(Saved entries)
──────
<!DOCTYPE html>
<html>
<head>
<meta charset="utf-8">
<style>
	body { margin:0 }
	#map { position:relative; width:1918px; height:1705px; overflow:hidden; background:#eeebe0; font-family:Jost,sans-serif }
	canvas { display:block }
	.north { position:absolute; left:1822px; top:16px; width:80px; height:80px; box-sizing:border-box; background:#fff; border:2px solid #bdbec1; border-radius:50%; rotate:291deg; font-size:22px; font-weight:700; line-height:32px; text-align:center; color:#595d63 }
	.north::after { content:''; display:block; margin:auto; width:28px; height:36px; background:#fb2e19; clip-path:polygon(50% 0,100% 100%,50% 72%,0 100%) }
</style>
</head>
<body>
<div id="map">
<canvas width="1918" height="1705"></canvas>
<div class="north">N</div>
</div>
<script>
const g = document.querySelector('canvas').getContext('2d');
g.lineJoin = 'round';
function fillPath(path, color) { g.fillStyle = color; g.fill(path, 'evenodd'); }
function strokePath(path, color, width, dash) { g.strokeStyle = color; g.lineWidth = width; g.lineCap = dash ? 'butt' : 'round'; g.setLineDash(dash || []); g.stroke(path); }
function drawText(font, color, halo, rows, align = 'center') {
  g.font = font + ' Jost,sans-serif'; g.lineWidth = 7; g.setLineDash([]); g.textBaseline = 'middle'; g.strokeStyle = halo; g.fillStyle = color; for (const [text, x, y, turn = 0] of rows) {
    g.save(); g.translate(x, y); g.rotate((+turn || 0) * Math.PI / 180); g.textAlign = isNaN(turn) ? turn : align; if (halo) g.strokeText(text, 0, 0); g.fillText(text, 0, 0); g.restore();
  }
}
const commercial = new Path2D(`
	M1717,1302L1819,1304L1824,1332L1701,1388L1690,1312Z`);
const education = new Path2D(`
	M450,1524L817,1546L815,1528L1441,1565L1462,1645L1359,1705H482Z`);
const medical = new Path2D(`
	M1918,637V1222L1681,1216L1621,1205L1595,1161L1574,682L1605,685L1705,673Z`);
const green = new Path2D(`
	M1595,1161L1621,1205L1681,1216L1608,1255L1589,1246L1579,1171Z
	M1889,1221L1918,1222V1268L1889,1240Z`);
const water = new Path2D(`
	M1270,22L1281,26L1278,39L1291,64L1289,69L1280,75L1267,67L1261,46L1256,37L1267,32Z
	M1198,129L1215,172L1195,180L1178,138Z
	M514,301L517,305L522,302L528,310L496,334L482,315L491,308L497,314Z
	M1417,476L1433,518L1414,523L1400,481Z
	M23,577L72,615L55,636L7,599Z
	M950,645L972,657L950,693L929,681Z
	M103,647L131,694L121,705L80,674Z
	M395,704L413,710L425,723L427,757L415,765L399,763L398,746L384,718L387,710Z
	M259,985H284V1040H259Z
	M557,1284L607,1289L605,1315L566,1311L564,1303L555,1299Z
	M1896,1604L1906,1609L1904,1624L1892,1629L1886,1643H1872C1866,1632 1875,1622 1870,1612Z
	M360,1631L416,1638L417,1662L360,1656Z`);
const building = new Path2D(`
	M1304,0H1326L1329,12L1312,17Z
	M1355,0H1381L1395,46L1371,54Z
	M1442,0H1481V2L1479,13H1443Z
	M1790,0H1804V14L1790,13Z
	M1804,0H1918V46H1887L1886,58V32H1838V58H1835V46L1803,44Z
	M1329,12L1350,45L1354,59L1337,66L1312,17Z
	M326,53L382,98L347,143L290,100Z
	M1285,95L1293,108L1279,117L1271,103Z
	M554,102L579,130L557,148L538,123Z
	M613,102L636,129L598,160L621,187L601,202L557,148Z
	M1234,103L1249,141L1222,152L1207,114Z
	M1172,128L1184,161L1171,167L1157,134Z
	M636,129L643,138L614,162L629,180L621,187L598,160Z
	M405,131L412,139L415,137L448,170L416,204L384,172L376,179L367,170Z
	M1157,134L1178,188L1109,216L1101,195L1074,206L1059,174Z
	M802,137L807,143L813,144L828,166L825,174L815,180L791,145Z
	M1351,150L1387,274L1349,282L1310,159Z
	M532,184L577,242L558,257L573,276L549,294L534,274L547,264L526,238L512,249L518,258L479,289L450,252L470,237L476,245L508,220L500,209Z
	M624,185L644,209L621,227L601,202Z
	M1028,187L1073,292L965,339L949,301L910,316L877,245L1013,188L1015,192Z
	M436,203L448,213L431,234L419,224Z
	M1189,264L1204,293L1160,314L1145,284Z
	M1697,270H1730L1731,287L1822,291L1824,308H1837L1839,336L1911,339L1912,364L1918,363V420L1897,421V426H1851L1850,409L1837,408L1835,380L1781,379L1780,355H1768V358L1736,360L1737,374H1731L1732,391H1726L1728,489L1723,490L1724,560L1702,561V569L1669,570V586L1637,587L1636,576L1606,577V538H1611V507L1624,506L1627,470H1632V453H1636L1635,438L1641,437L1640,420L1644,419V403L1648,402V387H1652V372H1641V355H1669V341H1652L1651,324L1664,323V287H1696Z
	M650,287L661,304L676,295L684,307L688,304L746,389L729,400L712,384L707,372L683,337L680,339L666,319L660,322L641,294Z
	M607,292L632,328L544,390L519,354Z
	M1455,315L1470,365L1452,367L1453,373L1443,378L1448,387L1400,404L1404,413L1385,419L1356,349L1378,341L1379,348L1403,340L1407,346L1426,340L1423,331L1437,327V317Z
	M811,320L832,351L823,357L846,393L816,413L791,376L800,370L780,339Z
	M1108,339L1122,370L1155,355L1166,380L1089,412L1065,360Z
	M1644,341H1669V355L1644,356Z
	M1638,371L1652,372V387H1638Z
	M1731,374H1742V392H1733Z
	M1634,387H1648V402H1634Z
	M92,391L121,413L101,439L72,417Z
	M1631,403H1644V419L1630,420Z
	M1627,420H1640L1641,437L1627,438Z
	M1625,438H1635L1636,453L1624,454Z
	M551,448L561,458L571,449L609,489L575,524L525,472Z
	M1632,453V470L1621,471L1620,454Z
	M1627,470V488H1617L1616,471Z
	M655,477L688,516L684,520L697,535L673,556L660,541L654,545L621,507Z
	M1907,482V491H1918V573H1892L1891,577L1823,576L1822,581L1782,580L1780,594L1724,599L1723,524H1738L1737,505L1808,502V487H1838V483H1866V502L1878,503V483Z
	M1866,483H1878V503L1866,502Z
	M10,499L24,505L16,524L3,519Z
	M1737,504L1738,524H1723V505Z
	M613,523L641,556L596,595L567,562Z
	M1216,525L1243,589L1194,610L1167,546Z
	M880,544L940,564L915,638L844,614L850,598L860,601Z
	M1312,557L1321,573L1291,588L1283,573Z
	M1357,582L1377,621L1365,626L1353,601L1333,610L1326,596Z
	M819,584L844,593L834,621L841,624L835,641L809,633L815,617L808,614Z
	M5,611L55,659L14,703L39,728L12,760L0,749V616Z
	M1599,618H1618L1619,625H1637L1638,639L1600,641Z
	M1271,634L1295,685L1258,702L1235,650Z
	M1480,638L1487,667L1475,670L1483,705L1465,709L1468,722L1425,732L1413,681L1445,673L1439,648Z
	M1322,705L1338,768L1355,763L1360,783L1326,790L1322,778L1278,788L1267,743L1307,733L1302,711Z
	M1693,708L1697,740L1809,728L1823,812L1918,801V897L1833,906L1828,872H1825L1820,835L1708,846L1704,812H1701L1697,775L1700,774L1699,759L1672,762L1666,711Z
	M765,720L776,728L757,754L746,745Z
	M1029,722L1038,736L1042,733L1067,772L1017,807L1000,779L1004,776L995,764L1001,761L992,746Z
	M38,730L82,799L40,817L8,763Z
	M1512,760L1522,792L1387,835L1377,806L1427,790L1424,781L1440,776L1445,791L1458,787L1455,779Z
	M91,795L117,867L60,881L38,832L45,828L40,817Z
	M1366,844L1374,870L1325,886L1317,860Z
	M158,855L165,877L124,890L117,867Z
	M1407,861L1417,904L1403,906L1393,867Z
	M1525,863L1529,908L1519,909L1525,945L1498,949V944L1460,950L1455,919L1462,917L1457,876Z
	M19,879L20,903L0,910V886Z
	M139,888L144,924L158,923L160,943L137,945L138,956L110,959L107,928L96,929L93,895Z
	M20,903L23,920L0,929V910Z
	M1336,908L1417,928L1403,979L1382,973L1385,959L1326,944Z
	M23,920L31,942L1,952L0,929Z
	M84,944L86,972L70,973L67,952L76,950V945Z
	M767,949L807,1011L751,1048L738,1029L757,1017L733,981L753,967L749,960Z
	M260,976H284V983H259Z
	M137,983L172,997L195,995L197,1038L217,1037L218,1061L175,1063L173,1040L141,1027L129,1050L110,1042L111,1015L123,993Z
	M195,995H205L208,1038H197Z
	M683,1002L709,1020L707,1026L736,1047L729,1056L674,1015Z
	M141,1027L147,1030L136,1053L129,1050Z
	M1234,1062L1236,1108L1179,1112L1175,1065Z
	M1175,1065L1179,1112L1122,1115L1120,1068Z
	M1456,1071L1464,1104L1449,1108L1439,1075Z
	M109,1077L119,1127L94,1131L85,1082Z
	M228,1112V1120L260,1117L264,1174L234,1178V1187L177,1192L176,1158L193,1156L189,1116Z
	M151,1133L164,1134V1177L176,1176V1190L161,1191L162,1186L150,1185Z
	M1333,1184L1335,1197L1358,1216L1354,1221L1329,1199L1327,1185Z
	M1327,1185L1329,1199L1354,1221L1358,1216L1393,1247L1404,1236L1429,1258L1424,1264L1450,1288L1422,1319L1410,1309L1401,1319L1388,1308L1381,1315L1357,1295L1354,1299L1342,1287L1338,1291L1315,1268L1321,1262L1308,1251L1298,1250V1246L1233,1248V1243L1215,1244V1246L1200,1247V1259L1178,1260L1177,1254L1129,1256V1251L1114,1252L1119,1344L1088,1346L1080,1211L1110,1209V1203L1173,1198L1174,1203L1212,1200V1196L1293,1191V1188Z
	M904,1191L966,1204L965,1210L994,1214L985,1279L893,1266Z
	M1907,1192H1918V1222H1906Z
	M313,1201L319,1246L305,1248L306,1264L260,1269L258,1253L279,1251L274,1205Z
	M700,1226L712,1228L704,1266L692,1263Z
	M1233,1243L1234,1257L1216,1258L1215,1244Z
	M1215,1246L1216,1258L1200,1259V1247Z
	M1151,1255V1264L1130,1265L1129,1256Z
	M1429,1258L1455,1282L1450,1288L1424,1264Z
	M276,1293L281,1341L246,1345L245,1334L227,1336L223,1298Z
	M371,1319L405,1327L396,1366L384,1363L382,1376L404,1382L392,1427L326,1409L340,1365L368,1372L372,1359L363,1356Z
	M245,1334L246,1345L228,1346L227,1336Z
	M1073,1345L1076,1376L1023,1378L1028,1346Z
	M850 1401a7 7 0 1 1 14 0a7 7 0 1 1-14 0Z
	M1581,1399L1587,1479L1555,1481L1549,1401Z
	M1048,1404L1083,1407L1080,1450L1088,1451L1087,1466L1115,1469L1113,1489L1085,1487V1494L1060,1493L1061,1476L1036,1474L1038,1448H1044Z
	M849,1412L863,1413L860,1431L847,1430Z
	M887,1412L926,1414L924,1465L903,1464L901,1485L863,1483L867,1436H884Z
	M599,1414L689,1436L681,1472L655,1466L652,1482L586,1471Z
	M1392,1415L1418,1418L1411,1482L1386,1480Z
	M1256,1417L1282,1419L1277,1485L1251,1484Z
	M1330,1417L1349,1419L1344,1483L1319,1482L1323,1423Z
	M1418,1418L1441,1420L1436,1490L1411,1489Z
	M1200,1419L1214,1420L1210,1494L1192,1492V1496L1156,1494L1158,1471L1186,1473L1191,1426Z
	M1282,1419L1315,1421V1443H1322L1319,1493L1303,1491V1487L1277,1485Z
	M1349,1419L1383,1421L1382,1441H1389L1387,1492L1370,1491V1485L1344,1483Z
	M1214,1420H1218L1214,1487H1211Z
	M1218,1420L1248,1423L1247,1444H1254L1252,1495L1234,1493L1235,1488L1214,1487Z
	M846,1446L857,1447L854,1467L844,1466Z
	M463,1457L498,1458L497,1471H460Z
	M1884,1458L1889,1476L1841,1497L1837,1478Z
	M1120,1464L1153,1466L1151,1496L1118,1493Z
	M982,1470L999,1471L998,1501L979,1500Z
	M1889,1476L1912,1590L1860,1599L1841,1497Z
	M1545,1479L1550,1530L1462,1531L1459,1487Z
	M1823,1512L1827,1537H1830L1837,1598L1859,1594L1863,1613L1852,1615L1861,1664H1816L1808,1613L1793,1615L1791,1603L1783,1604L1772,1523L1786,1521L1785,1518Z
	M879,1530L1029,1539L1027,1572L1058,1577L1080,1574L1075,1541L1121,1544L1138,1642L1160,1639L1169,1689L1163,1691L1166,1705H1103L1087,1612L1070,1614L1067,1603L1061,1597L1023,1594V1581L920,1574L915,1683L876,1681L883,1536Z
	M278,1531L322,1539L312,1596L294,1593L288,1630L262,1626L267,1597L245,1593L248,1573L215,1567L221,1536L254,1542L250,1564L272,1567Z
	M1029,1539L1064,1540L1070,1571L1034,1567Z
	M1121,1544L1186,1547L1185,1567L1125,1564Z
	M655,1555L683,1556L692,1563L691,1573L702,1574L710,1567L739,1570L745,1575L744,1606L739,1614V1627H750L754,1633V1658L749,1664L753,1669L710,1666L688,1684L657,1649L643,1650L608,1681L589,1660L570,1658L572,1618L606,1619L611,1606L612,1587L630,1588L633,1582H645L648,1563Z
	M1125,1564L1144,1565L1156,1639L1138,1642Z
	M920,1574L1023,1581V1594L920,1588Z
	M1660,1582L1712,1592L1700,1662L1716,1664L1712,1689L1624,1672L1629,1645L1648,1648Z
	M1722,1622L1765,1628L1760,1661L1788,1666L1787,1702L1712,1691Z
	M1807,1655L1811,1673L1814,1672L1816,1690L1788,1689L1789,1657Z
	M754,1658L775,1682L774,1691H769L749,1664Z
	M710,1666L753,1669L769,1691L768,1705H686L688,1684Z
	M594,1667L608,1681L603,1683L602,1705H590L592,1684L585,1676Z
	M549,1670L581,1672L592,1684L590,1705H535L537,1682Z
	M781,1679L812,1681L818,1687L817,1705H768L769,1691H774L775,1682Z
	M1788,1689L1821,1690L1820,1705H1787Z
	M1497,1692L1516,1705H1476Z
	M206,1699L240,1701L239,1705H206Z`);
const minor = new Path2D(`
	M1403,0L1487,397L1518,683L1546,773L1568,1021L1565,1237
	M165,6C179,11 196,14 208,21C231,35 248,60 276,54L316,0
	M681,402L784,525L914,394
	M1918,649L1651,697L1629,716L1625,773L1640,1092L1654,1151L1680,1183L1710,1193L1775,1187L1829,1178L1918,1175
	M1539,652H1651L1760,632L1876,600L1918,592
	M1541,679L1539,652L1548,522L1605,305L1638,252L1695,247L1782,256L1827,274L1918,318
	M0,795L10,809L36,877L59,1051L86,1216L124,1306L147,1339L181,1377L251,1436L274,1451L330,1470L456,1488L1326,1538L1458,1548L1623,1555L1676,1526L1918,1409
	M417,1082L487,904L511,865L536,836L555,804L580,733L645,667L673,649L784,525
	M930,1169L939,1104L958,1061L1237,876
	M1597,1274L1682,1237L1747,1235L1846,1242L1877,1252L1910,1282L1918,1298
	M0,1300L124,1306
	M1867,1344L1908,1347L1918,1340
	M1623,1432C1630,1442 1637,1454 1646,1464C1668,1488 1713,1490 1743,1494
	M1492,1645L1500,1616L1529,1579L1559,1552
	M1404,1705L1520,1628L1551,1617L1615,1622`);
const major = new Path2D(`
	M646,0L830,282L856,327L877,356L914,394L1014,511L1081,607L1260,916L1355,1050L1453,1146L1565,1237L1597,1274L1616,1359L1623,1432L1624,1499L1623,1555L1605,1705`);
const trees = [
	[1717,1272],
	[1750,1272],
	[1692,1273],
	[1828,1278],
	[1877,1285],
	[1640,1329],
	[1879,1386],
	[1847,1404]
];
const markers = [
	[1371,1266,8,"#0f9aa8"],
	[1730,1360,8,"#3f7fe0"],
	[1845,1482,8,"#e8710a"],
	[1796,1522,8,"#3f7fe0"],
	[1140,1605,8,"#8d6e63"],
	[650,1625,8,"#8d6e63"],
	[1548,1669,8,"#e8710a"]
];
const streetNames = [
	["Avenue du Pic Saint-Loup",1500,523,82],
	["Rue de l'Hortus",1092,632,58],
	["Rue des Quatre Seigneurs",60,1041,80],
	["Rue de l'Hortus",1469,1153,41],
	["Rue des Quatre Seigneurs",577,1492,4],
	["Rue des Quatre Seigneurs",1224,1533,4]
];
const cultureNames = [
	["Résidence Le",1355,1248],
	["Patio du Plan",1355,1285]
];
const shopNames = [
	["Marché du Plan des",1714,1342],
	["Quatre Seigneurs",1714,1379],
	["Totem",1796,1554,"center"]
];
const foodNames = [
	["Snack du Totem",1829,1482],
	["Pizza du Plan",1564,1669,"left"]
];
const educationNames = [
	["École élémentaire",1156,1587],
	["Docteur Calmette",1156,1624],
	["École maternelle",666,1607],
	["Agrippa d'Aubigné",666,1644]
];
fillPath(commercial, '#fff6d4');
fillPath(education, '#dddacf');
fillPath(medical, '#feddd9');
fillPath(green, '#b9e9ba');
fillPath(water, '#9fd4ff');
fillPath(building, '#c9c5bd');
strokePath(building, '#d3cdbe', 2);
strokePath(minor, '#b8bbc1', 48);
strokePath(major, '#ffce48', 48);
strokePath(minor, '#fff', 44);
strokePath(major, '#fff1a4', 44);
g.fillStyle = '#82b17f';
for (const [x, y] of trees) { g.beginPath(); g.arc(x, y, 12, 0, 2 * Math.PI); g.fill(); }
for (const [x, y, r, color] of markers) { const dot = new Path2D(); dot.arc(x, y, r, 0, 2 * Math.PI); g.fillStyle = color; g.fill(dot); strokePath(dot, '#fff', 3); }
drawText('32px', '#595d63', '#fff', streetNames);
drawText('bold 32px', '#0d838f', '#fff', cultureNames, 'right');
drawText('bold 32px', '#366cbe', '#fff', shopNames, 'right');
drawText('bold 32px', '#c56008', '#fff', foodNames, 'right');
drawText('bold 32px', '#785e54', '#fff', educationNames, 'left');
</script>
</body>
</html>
──────
Look above for lines with the word "minor" and copy them all.

(Completed exercise)
const minor = new Path2D(`
strokePath(minor, '#b8bbc1', 48);
strokePath(minor, '#fff', 44);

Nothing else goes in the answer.